Bergman Island begins with our characters Chris (Vicky Krieps) and her husband Tony (Tim Roth) arriving in Fålo, Sweden. The couple’s plan is to go to Ingmar Bergman’s old home, where he wrote most of his films, in order to draw some inspiration for their next scripts. They plug in their coordinates on a GPS. “You will reach your destination in one hour and 48 minutes,” it says, which is, unironically, the length of the film. Bergman Island, however, never reaches its destination. Ten minutes into the film, there’s no conflict, no story to chisel out from this stoic film. It’s another film about writers “going somewhere to write,” as if they just “want to be” in the foreign world they’re thrusted into.

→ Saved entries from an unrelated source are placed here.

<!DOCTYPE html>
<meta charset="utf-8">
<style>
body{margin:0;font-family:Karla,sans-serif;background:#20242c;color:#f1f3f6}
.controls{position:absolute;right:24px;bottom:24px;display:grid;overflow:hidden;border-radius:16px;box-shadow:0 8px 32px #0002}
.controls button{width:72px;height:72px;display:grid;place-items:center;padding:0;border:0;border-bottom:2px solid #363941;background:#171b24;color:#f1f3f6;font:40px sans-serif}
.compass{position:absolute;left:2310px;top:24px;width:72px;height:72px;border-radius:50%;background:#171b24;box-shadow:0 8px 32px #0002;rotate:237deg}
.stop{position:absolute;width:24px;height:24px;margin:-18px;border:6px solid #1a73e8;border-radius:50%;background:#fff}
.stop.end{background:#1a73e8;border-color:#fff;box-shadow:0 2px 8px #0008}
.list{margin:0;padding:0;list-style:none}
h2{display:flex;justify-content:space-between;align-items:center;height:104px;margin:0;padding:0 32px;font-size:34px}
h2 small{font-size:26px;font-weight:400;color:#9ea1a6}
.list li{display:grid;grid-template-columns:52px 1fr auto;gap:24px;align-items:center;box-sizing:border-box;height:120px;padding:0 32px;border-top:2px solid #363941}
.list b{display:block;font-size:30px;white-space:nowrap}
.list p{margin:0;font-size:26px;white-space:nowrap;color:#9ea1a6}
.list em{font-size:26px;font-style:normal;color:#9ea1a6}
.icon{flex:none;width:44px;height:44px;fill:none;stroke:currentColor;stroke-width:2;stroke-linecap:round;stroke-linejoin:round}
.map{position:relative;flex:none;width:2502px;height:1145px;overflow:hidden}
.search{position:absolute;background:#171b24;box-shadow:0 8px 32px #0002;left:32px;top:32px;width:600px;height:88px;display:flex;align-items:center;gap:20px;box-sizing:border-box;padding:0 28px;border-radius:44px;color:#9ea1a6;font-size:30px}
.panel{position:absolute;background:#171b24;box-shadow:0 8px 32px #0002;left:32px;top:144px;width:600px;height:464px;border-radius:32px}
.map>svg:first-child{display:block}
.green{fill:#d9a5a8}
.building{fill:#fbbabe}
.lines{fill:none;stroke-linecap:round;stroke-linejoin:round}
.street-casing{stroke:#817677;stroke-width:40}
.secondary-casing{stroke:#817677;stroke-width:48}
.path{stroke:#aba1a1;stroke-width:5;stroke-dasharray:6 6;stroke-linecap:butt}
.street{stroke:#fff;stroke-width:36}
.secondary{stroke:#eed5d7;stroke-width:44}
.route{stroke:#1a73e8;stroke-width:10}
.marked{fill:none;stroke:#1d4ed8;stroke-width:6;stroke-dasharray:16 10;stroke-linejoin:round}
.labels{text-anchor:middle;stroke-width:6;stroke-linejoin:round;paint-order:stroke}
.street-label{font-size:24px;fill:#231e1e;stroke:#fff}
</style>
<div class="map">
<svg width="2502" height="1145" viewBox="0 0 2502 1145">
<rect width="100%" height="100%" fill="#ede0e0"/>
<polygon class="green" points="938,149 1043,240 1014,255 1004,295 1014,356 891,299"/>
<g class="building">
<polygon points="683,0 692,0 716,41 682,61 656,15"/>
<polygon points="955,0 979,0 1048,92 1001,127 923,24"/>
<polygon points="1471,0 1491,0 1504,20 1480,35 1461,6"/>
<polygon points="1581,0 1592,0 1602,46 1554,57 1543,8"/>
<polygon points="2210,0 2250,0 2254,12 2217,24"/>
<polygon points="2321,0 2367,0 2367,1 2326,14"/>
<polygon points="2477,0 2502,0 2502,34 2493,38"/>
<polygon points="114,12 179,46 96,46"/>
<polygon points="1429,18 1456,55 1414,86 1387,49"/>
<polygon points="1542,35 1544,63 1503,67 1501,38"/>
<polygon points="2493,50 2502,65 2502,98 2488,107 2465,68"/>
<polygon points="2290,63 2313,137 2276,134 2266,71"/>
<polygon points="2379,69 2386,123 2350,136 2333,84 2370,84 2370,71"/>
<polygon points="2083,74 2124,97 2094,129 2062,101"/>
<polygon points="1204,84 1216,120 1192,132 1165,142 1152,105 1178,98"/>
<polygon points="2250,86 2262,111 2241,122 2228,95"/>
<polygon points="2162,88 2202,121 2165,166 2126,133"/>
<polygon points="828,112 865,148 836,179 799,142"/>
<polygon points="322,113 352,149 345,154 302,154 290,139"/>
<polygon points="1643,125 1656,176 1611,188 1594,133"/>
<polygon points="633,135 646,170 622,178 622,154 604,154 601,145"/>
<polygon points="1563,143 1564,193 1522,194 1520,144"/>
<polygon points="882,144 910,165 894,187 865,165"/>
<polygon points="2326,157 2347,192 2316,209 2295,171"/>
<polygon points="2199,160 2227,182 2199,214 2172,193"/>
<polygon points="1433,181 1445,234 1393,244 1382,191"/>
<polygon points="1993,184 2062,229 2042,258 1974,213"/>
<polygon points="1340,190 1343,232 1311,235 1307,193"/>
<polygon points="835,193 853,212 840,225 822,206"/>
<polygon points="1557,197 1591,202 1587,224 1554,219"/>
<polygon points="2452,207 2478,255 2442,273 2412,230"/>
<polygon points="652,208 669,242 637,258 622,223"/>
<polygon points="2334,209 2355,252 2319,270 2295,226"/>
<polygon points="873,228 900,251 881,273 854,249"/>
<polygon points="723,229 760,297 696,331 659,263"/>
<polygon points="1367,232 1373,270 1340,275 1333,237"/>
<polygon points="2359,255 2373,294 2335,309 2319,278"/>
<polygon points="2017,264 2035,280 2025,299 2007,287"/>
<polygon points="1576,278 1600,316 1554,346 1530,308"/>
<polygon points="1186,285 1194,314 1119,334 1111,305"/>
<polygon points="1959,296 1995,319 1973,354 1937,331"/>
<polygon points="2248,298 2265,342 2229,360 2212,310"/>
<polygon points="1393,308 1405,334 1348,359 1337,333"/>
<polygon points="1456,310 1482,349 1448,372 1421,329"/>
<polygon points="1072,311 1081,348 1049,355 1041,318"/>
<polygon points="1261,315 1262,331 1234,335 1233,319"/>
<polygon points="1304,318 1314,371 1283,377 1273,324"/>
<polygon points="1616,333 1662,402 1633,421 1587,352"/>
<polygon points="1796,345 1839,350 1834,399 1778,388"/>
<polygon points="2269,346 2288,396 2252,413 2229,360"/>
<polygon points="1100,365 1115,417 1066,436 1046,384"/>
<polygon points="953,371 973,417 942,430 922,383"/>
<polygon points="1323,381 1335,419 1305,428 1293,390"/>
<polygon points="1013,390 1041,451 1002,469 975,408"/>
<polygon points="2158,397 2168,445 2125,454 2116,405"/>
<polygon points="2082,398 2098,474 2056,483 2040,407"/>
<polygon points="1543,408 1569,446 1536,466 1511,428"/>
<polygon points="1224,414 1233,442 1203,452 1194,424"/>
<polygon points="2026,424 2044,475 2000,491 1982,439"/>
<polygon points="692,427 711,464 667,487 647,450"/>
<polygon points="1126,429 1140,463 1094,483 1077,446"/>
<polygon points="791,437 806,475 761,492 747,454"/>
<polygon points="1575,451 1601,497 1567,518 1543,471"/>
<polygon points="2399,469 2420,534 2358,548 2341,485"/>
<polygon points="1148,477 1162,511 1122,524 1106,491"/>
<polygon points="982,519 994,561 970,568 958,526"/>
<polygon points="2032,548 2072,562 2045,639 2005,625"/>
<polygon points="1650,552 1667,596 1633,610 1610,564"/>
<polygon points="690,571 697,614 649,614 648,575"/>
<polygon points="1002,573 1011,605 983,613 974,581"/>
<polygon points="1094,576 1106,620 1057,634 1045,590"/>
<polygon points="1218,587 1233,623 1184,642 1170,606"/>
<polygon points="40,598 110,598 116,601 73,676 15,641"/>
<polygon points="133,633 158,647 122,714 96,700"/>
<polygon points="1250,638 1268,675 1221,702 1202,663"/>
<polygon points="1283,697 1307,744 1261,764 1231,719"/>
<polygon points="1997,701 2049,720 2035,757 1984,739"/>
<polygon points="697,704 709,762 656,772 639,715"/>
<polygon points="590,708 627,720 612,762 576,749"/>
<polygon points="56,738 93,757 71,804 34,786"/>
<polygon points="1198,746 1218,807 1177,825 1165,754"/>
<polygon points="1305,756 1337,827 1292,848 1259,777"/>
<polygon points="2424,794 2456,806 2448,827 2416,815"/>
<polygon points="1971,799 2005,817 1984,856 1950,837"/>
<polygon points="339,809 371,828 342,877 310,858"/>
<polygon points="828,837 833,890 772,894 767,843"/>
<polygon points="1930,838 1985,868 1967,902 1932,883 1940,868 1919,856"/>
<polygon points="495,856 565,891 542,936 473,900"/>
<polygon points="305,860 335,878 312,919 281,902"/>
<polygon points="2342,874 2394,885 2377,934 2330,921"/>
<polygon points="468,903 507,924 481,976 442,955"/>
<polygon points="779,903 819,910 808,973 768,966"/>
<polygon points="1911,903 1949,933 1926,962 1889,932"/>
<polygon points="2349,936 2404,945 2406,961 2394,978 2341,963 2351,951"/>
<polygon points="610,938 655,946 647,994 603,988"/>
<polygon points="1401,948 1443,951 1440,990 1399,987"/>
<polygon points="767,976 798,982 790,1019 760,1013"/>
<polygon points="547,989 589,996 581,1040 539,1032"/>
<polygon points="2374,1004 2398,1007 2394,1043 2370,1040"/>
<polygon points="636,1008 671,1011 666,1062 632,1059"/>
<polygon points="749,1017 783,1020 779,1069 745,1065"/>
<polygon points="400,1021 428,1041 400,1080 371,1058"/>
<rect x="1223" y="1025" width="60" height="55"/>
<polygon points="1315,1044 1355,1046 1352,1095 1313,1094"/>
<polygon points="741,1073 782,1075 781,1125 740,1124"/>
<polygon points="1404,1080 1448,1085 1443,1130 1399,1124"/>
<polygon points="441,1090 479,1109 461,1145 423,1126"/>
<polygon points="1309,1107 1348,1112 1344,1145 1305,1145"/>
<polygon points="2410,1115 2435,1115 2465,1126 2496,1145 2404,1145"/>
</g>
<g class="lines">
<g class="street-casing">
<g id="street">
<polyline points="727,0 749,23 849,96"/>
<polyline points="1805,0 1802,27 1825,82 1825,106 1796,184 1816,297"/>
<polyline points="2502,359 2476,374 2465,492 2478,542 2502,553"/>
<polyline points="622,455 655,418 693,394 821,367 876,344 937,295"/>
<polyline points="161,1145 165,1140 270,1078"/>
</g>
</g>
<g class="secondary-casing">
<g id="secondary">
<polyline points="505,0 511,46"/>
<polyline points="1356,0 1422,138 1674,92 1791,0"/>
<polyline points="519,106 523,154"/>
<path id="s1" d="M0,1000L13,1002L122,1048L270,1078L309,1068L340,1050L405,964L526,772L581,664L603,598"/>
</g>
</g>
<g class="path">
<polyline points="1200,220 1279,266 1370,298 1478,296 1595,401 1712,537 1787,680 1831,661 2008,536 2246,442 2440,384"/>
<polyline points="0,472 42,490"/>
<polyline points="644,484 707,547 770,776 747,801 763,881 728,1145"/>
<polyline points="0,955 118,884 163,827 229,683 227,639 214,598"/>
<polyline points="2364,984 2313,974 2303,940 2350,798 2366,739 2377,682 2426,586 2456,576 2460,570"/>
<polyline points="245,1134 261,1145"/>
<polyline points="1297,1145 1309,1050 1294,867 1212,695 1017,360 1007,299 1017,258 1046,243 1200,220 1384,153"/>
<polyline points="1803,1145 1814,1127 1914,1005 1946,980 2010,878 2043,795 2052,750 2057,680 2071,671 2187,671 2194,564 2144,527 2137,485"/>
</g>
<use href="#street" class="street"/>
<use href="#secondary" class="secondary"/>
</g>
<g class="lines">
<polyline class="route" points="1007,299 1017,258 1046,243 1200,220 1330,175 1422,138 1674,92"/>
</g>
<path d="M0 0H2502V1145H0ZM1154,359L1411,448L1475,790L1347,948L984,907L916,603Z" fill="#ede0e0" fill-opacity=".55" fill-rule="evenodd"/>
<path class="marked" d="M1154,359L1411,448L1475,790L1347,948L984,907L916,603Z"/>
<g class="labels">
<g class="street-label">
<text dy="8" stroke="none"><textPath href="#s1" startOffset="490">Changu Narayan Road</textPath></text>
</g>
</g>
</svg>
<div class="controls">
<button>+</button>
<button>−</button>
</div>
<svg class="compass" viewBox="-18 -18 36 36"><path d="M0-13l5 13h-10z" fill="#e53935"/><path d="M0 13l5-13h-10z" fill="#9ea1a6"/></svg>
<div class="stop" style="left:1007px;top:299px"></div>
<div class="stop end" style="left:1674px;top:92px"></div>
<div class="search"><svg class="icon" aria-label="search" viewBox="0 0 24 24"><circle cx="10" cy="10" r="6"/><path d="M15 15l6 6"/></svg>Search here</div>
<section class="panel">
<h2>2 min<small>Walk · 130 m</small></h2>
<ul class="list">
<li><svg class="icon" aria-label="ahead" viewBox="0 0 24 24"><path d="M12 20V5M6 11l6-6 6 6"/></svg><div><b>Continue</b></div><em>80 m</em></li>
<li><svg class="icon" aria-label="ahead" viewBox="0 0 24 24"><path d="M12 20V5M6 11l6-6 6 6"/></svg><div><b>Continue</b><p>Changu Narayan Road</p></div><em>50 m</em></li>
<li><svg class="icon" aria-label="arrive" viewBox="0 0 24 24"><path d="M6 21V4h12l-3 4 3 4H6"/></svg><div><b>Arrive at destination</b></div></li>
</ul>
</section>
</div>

20 minutes into the film, still no story or conflict. The film is almost comedic at times. It doesn’t quite know who its protagonist is (we assume it’s Chris, but still in the first act, there’s no way to discern that as we see her enjoying herself with one of the museum’s employees.) I guess it’s supposed to act, operate, and pay homage to a Bergman film?

35 minutes in: still no conflict ensues, but it turns into somewhat of a film geek’s fantasy. The characters are so self-indulgent in that they “need to go somewhere” to write, that there is no externalized conflict, ending up a waste of the actors’ talents.

45 minutes in: look! Finally some rejection and conflict like this movie could go somewhere! Oh… but it’s just Chris suffering from writer’s block (ok, still something.) But it then shifts into an unnecessary frame narrative that totally detours from the character’s bare kernel of a story. Fiction then blurs into reality and reality blurs into fiction a la Day for Night, as characters from different timelines appear in others, not in an effective way, however.

Mia Hansen-Løve once said, “All of my films are my version of Heat.” I just wish some of that love and passion went into this film. There’s a line of dialogue that goes “if you look at something long enough it becomes interesting.” This film, however, never does. One hour and 48 minutes later, we never reach a destination, having veered wildly off course. “There’s a world outside your own asshole,” Chris says in the film. Yes, indeed there is.